Venus Aerospace picks up investment from Lockheed Martin Ventures

space funding

Venus Aerospace, a Houston-based startup specializing in next-generation rocket engine propulsion, has received funding from Lockheed Martin Ventures, the investment arm of aerospace and defense contractor Lockheed Martin, for an undisclosed amount. The product lineup at Lockheed Martin includes rockets.

The investment follows Venus’ successful high-thrust test flight of its rotating detonation rocket engine (RDRE) in May. Venus says it’s the only company in the world that makes a flight-proven, high-thrust RDRE with a “clear path to scaled production.”

Venus says the Lockheed Martin Ventures investment reflects the potential of Venus’ dual-use technology for defense and commercial uses.

“Venus has proven in flight the most efficient rocket engine technology in history,” Venus co-founder and CEO Sassie Duggleby, a board member of the Texas Space Commission, said in a news release. “With support from Lockheed Martin Ventures, we will advance our capabilities to deliver at scale and deploy the engine that will power the next 50 years of defense, space, and commercial high-speed aviation.”

Chris Moran, executive director and general manager of Lockheed Martin Ventures, said Lockheed Martin has been a longtime supporter of early-stage “transformational” technologies.
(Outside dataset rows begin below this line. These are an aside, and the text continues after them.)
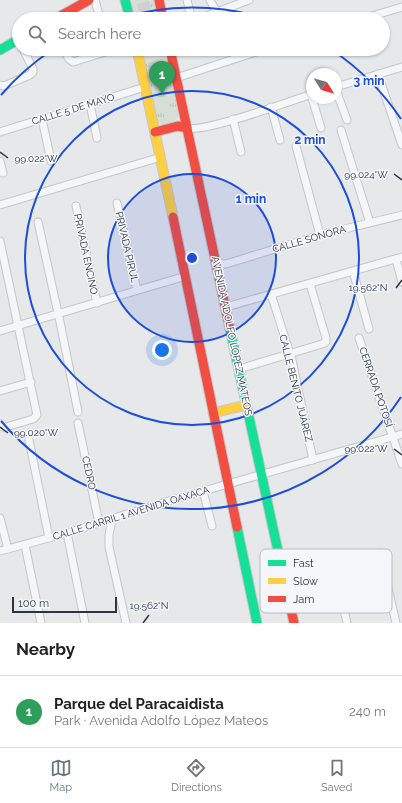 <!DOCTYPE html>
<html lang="en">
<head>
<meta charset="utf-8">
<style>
	body { margin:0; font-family:Raleway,sans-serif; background:#f2f2f2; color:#222 }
	.compass { position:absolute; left:306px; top:68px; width:36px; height:36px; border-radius:50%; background:#fff; box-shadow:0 1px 3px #0004; rotate:127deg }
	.scale { position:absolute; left:12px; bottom:10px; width:105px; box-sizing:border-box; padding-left:4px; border:2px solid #2b3445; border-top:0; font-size:11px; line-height:14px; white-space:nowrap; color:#2b3445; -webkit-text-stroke:3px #f4f6f9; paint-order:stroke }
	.you { position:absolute; left:162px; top:350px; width:14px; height:14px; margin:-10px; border:3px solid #fff; border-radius:50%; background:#1a73e8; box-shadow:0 0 0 6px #1a73e833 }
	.badge { display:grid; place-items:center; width:26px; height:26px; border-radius:50%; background:#6c737f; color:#fff; font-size:13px; font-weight:700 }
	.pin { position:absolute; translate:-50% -33px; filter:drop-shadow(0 1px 2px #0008) }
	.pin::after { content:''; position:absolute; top:21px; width:14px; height:12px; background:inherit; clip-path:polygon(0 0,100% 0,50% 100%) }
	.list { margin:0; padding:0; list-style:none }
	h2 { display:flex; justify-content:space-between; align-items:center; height:52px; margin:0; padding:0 16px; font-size:17px }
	h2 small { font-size:13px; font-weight:400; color:#767676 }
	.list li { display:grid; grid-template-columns:26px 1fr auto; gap:12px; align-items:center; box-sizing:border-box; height:72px; padding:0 16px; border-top:1px solid #e0e0e0 }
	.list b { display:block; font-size:15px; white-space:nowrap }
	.list p { margin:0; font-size:13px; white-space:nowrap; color:#767676 }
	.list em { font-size:13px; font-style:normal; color:#767676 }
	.icon { flex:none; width:22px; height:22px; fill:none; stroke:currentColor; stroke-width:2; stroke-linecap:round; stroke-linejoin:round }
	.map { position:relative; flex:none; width:402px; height:623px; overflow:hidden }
	.search { position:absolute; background:#fff; box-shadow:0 1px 3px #0004; left:12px; right:12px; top:12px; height:44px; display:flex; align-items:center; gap:10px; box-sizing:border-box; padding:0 14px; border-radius:22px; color:#767676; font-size:15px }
	.sheet { height:124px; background:#fff }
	nav { display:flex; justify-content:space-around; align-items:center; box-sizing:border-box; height:56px; border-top:1px solid #e0e0e0; background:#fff; font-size:11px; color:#767676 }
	nav a { display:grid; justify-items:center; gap:2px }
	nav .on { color:#6c737f }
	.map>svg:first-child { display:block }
	.grass { fill:url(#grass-tufts) }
	.pitch { fill:#d6ded6 }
	.building { fill:#ced0d3 }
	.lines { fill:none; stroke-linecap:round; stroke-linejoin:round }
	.street-casing { stroke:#c4c6c8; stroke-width:9 }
	.fast-casing { stroke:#c4c6c8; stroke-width:11 }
	.slow-casing { stroke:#c4c6c8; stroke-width:11 }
	.jam-casing { stroke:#c4c6c8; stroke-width:11 }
	.street { stroke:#f5f6f7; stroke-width:7 }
	.fast { stroke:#16e098; stroke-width:9 }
	.slow { stroke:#ffcf43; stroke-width:9 }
	.jam { stroke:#f24e42; stroke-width:9 }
	.ticks { fill:none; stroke:#2b3445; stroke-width:1.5 }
	.ring { fill:none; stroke:#1d4ed8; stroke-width:2 }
	.labels { text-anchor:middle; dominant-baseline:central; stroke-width:3; stroke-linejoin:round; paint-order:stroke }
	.street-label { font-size:10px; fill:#2b3445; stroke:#f4f6f9 }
	.key { fill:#f4f6f9; stroke:#b8bcc3; stroke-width:1 }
	.key-label { font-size:11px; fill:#2b3445 }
	.ticks-label { font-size:10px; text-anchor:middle; fill:#2b3445; stroke:#f4f6f9; stroke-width:3; stroke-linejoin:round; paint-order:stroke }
	.centre { fill:#1d4ed8; stroke:#f4f6f9; stroke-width:2 }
	.ring-label { font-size:12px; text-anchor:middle; font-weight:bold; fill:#1d4ed8; stroke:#f4f6f9; stroke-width:3; stroke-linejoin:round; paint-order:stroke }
</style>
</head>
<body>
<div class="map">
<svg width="402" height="623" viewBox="0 0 402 623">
	<defs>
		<pattern id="grass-tufts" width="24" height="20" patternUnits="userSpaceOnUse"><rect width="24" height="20" fill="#d6ded6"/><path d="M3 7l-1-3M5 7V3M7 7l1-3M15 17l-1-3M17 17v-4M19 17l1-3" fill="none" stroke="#b8bfb9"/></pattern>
	</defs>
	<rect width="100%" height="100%" fill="#e6e8ea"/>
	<g class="grass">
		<path d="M131,0H155L159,19H134Z"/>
		<path d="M140,49H166L179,111L177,119L167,125L158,124Z"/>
	</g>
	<path class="pitch" d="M146,49H159L160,57L148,60Z"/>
	<g class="building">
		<path d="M149,1L153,19H140L137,4Z"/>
		<path d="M163,59L169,86L155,90L148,63Z"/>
	</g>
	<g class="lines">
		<defs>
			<g id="street">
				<path d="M95,0L100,19"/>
				<path d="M187,0L191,17L193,19"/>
				<path d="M210,0L217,13"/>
				<path d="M198,19L249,0"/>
				<path d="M362,19L402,7"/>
				<path d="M63,49L69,59L73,62L105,52L108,49"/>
				<path d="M378,74L402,145"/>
				<path d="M176,78L265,49"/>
				<path d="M0,85L4,86L30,75L33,72V69L23,49"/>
				<path d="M336,87L402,67"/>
				<path d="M336,90L347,120"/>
				<path d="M312,98L321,128"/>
				<path d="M90,104L97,138"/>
				<path d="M271,107L280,140"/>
				<path d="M42,119L51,161"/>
				<path d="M233,119L241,152"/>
				<path d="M187,128C205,133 290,101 312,94"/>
				<path d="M341,130L370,223"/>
				<path d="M0,132L145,87"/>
				<path d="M296,146L320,235"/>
				<path d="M0,161L3,173"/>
				<path d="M117,203L137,290"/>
				<path d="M0,205L161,157"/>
				<path d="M76,206L97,303"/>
				<path d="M38,222L60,322L78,412"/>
				<path d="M0,241L37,415L33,419L6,427H2L0,424"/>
				<path d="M396,259L402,282"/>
				<path d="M216,263L226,264L320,235L402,215"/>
				<path d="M353,271L369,329"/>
				<path d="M271,294L292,360L313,460"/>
				<path d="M226,307L402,257"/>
				<path d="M0,331L186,276"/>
				<path d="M359,338L402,464"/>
				<path d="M239,369L322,344L326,342V338L310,284"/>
				<path d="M0,391L31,382"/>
				<path d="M78,423L99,523"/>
				<path d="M29,440L49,538"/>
				<path d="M203,491L212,526"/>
				<path d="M0,518L8,549"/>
				<path d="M112,519L109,535V547L126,623"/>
				<path d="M67,533L85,623"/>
				<path d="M25,545L41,623"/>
				<path d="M0,551L67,533L162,503L402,434"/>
				<path d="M380,553L396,623"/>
				<path d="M335,569L347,623"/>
			</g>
			<g id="fast">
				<path d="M125,0L130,19"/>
				<path d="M0,50L19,39"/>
				<path d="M230,329L281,565"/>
				<path d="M237,527L257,623"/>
			</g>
			<g id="slow">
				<path d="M137,49L173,217"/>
				<path d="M213,413L246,405"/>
			</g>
			<g id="jam">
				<path d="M159,0L163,19"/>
				<path d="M55,19L89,0"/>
				<path d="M170,49L230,329"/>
				<path d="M155,132L178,126L187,128"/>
				<path d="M173,217L237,527"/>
				<path d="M281,565L294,623"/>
			</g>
		</defs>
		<use href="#street" class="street-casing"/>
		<use href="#fast" class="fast-casing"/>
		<use href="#slow" class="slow-casing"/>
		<use href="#jam" class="jam-casing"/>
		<use href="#street" class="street"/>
		<use href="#fast" class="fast"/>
		<use href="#slow" class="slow"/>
		<use href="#jam" class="jam"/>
	</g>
	<path class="ticks" d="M0,152L8,158M394,174L402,180M396,288L402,280M0,427L8,433M394,449L402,455M143,623L149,615"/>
	<circle cx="192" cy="258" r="84" fill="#1d4ed8" fill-opacity=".12"/>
	<g class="ring">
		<circle cx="192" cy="258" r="84"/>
		<circle cx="192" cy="258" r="167"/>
		<path d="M401 397A251 251 0 0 1 1 421M1 95A251 251 0 0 1 52 50M117 19A251 251 0 0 1 267 19M332 50A251 251 0 0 1 401 119"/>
	</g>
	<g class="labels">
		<g class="street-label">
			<text transform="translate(73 109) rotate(-17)">CALLE 5 DE MAYO</text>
			<text transform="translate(309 239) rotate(-16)">CALLE SONORA</text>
			<text transform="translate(127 247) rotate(77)">PRIVADA PIRUL</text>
			<text transform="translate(86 254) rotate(78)">PRIVADA ENCINO</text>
			<text transform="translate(232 336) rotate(78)">AVENIDA ADOLFO LÓPEZ MATEOS</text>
			<text transform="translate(376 387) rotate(71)">CERRADA POTOSÍ</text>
			<text transform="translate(296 388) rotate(76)">CALLE BENITO JUÁREZ</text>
			<text transform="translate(89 473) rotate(78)">CEDRO</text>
			<text transform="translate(131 513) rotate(-17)">CALLE CARRIL 1 AVENIDA OAXACA</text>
		</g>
	</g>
	<rect x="260" y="549" width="132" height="64" rx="6" class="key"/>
	<rect x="268" y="560" width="18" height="6" fill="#16e098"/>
	<rect x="268" y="578" width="18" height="6" fill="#ffcf43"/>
	<rect x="268" y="596" width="18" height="6" fill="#f24e42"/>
	<g class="key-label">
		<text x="293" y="567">Fast</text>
		<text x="293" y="585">Slow</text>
		<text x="293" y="603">Jam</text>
	</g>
	<g class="ticks-label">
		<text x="36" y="162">99.022°W</text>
		<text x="366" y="178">99.024°W</text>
		<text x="368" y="291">19.562°N</text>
		<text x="36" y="436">99.020°W</text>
		<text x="366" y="452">99.022°W</text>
		<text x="149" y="609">19.562°N</text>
	</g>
	<circle cx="192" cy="258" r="6" class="centre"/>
	<g class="ring-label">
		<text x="369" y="85">3 min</text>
		<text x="310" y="144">2 min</text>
		<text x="251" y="203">1 min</text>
	</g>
</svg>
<svg class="compass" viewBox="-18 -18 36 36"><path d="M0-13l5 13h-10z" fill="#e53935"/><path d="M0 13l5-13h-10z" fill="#767676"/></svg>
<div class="scale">100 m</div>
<div class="you"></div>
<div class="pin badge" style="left:162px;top:94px;background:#2e9e5b">1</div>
<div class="search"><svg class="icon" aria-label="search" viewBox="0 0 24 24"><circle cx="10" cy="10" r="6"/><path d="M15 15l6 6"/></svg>Search here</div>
</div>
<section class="sheet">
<h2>Nearby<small></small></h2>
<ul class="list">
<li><span class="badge" style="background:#2e9e5b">1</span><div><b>Parque del Paracaidista</b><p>Park · Avenida Adolfo López Mateos</p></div><em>240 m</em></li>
</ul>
</section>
<nav>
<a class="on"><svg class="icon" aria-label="map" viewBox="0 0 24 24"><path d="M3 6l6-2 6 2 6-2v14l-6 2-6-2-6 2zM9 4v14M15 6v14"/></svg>Map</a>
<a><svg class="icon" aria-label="directions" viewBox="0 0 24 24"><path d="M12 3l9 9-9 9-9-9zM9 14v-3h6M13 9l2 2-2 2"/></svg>Directions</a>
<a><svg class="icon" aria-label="saved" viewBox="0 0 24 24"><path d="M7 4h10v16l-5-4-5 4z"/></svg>Saved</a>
</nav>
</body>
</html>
“Our investment in Venus Aerospace reflects a conviction that next-generation propulsion will define which nations lead in space and defense for decades to come,” Moran added in the release. “We are committed to helping Venus scale this technology and integrate it into critical systems.”

Since its founding in 2020, Venus has secured more than $106 million in funding. In addition to Lockheed Martin Ventures, investors include Airbus Ventures, America’s Frontier Fund, Trousdale Ventures, and Prime Movers Lab. Supporters of Venus include NASA, the Air Force Research Lab and the Defense Advanced Research Projects Agency (DARPA).